[WORK TO COMPLETE]
Please copy every line below that contains the string "stream".

(Beginning of DATA SHOWN)

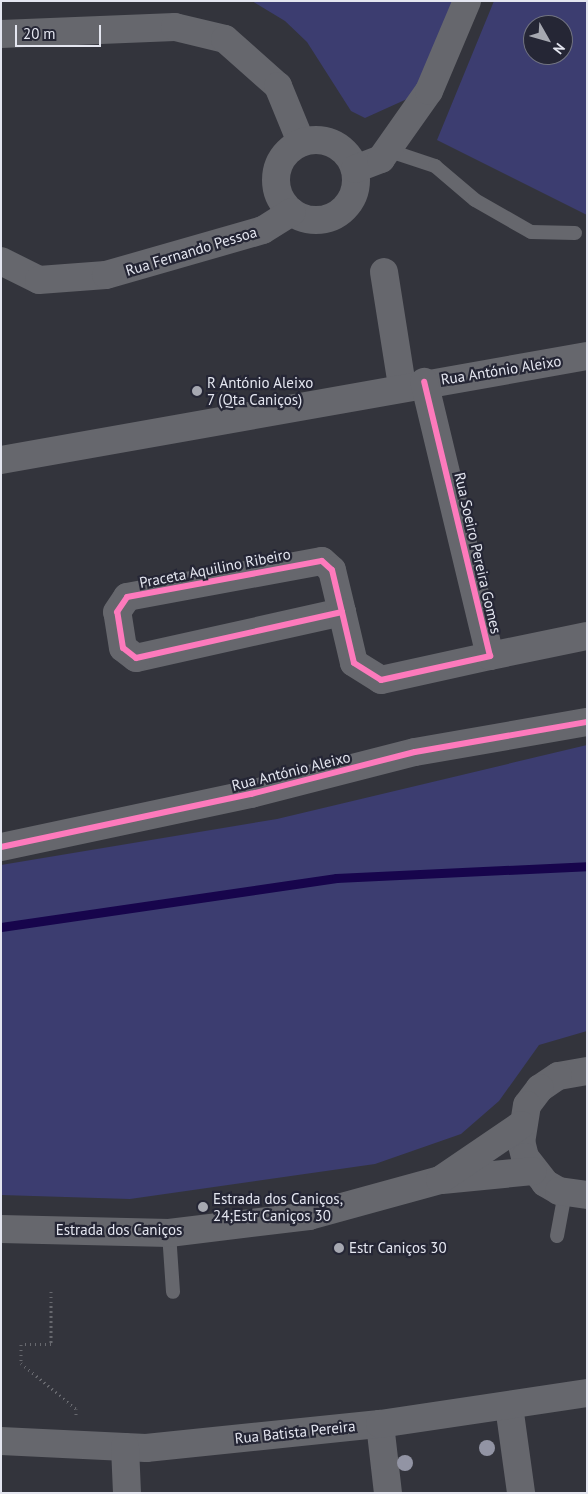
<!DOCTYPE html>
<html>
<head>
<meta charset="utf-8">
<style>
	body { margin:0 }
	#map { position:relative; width:588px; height:1494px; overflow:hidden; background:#33343c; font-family:"PT Sans",sans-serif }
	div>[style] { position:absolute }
	.green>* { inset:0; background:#3c3d70 }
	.stream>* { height:9px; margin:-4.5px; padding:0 4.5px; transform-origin:4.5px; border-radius:4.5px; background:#17054c }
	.path>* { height:3px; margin-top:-1.5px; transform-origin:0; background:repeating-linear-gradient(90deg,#67686e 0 1px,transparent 0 5px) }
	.service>* { height:14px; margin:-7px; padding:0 7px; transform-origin:7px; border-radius:7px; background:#66676d }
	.minor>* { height:28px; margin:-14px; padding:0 14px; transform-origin:14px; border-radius:14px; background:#66676d }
	.minor>.ring { margin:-14px; padding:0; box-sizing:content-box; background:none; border:28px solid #66676d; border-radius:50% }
	.tertiary>* { height:28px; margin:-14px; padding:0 14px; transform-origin:14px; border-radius:14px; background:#66676d }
	.cycleway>* { height:6px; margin:-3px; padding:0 3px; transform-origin:3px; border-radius:3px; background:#fd7abc }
	.trees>* { width:16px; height:16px; margin:-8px; border-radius:50%; background:#9294a4 }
	.dots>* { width:14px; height:14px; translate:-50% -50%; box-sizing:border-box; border:2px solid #252635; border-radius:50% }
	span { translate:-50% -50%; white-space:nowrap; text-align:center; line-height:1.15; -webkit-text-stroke:4.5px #252635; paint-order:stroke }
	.street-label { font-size:15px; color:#e4e6f0 }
	.poi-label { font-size:15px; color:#e4e6f0 }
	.left { translate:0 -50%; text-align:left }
	.frame { position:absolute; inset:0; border:2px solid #e4e6f0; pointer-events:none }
	.north { position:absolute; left:523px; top:15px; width:50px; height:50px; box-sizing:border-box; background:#252635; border:1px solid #717380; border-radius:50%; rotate:128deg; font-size:14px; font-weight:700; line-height:20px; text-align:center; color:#e4e6f0 }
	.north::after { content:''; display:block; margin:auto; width:18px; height:22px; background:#a6a8b1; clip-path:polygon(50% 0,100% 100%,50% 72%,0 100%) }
	.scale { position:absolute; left:15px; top:25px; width:86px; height:22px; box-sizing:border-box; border:2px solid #e4e6f0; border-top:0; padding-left:6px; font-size:15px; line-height:18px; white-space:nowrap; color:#e4e6f0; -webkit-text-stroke:4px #252635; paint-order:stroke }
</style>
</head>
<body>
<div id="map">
	<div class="green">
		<i style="clip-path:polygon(252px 1px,460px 1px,430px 73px,407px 99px,365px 118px,351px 111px,307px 42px,285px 21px)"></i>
		<i style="clip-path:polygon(evenodd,494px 1px,587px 1px,587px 215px,437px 140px,494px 1px,533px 25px,563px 25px,563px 55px,533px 55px,533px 25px)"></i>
		<i style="clip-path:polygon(587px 745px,587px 1031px,539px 1045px,499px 1101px,461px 1134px,375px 1164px,130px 1199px,1px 1195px,1px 865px,277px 819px)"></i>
	</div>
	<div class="stream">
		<i style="left:1px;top:927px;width:339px;rotate:-8.3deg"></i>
		<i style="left:336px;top:878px;width:251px;rotate:-2.7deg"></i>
	</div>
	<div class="path">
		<i style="left:51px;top:1291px;width:53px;rotate:90deg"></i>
		<i style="left:51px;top:1344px;width:30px;rotate:180deg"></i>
		<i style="left:21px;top:1344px;width:19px;rotate:90deg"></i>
		<i style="left:21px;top:1363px;width:72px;rotate:39.9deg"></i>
		<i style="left:76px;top:1409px;width:7px;rotate:90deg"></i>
	</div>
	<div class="service">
		<i style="left:387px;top:150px;width:51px;rotate:18.4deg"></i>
		<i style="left:435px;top:166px;width:52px;rotate:40.4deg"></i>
		<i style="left:475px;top:200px;width:64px;rotate:29.7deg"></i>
		<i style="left:531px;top:232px;width:44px;rotate:1.3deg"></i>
		<i style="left:169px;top:1233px;width:59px;rotate:86.1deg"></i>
		<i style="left:557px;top:1236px;width:44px;rotate:-79.5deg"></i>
	</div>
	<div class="minor">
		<i style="left:1px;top:34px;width:174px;rotate:-2.3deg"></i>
		<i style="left:175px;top:27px;width:51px;rotate:13.5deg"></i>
		<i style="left:225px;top:39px;width:71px;rotate:41.6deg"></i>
		<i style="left:278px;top:86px;width:61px;rotate:67.7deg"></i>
		<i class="ring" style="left:276px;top:140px;width:52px;height:52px"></i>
		<i style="left:355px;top:169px;width:28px;rotate:-21deg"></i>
		<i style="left:381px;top:159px;width:83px;rotate:-54.8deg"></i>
		<i style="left:429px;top:91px;width:98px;rotate:-67.1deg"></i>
		<i style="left:1px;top:261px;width:42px;rotate:26.6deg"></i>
		<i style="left:39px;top:280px;width:67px;rotate:-4.3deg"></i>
		<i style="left:106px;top:275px;width:163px;rotate:-16deg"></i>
		<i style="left:263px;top:230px;width:34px;rotate:-32deg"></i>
		<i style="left:384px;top:272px;width:115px;rotate:81deg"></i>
		<i style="left:1px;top:460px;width:595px;rotate:-10.06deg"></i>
		<i style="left:342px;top:612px;width:211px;rotate:167.4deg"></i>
		<i style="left:136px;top:658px;width:16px;rotate:-142deg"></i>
		<i style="left:123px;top:648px;width:36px;rotate:-99deg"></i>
		<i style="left:117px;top:612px;width:18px;rotate:-56deg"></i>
		<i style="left:127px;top:597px;width:198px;rotate:-10.5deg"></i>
		<i style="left:322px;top:561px;width:13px;rotate:42deg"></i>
		<i style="left:332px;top:570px;width:43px;rotate:76.6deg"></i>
		<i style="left:342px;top:612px;width:52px;rotate:76.8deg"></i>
		<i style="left:354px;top:663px;width:32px;rotate:32deg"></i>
		<i style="left:381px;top:680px;width:112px;rotate:-12.4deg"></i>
		<i style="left:490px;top:656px;width:282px;rotate:-103.5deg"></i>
		<i style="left:490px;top:656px;width:99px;rotate:-11.7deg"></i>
		<i style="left:509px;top:1406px;width:88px;rotate:82.1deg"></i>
		<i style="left:380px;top:1424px;width:69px;rotate:83.4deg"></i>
		<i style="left:1px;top:1441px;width:145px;rotate:2.8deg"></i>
		<i style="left:146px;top:1448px;width:235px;rotate:-5.9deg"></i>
		<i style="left:380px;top:1424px;width:209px;rotate:-8.5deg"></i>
		<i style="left:125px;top:1447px;width:46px;rotate:87.5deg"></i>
	</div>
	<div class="tertiary">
		<i style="left:1px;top:847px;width:256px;rotate:-12deg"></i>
		<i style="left:251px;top:794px;width:169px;rotate:-14.4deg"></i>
		<i style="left:415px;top:752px;width:175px;rotate:-9.9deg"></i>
		<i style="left:587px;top:1071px;width:29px;rotate:170deg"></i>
		<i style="left:558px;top:1076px;width:22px;rotate:146deg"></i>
		<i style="left:540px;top:1088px;width:21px;rotate:127deg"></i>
		<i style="left:527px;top:1105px;width:36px;rotate:99deg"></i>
		<i style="left:521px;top:1141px;width:16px;rotate:76deg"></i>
		<i style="left:525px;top:1157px;width:33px;rotate:52deg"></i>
		<i style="left:545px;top:1183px;width:16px;rotate:30deg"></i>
		<i style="left:559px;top:1191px;width:28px;rotate:8deg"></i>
		<i style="left:442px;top:1180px;width:91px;rotate:-5.6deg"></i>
		<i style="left:1px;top:1229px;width:168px;rotate:1.4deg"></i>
		<i style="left:169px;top:1233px;width:141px;rotate:-6.9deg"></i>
		<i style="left:309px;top:1216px;width:136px;rotate:-15.4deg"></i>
		<i style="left:440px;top:1180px;width:98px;rotate:-34.2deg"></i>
	</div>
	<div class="cycleway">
		<i style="left:342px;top:612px;width:211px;rotate:167.4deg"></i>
		<i style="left:136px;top:658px;width:16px;rotate:-142deg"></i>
		<i style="left:123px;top:648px;width:36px;rotate:-99deg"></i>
		<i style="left:117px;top:612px;width:18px;rotate:-56deg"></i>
		<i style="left:127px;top:597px;width:198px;rotate:-10.5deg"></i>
		<i style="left:322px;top:561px;width:13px;rotate:42deg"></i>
		<i style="left:332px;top:570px;width:43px;rotate:76.6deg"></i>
		<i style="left:342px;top:612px;width:52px;rotate:76.8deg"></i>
		<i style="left:354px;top:663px;width:32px;rotate:32deg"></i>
		<i style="left:381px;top:680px;width:112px;rotate:-12.4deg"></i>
		<i style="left:490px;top:656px;width:282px;rotate:-103.5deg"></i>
		<i style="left:1px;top:847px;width:256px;rotate:-12deg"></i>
		<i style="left:251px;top:794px;width:169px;rotate:-14.4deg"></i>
		<i style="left:415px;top:752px;width:175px;rotate:-9.9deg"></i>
	</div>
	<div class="trees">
		<i style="left:487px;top:1448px"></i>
		<i style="left:405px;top:1463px"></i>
	</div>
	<div class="dots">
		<i style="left:197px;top:391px;background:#a6a8b1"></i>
		<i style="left:203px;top:1207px;background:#a6a8b1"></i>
		<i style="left:339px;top:1248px;background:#a6a8b1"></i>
	</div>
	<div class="street-label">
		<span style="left:191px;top:251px;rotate:-17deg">Rua Fernando Pessoa</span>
		<span style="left:501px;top:370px;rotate:-9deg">Rua António Aleixo</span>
		<span style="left:478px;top:553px;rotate:77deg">Rua Soeiro Pereira Gomes</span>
		<span style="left:215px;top:568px;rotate:-11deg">Praceta Aquilino Ribeiro</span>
		<span style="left:291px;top:771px;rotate:-14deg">Rua António Aleixo</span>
		<span style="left:119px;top:1230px">Estrada dos Caniços</span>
		<span style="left:295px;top:1432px;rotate:-6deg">Rua Batista Pereira</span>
	</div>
	<div class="poi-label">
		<span class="left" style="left:207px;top:391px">R António Aleixo<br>7 (Qta Caniços)</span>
		<span class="left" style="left:213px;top:1207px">Estrada dos Caniços,<br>24;Estr Caniços 30</span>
		<span class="left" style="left:349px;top:1248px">Estr Caniços 30</span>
	</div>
	<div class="frame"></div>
	<div class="north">N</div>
	<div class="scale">20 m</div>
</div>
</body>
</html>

(End of DATA SHOWN)

[TASK OUTPUT]
	.stream>* { height:9px; margin:-4.5px; padding:0 4.5px; transform-origin:4.5px; border-radius:4.5px; background:#17054c }
	<div class="stream">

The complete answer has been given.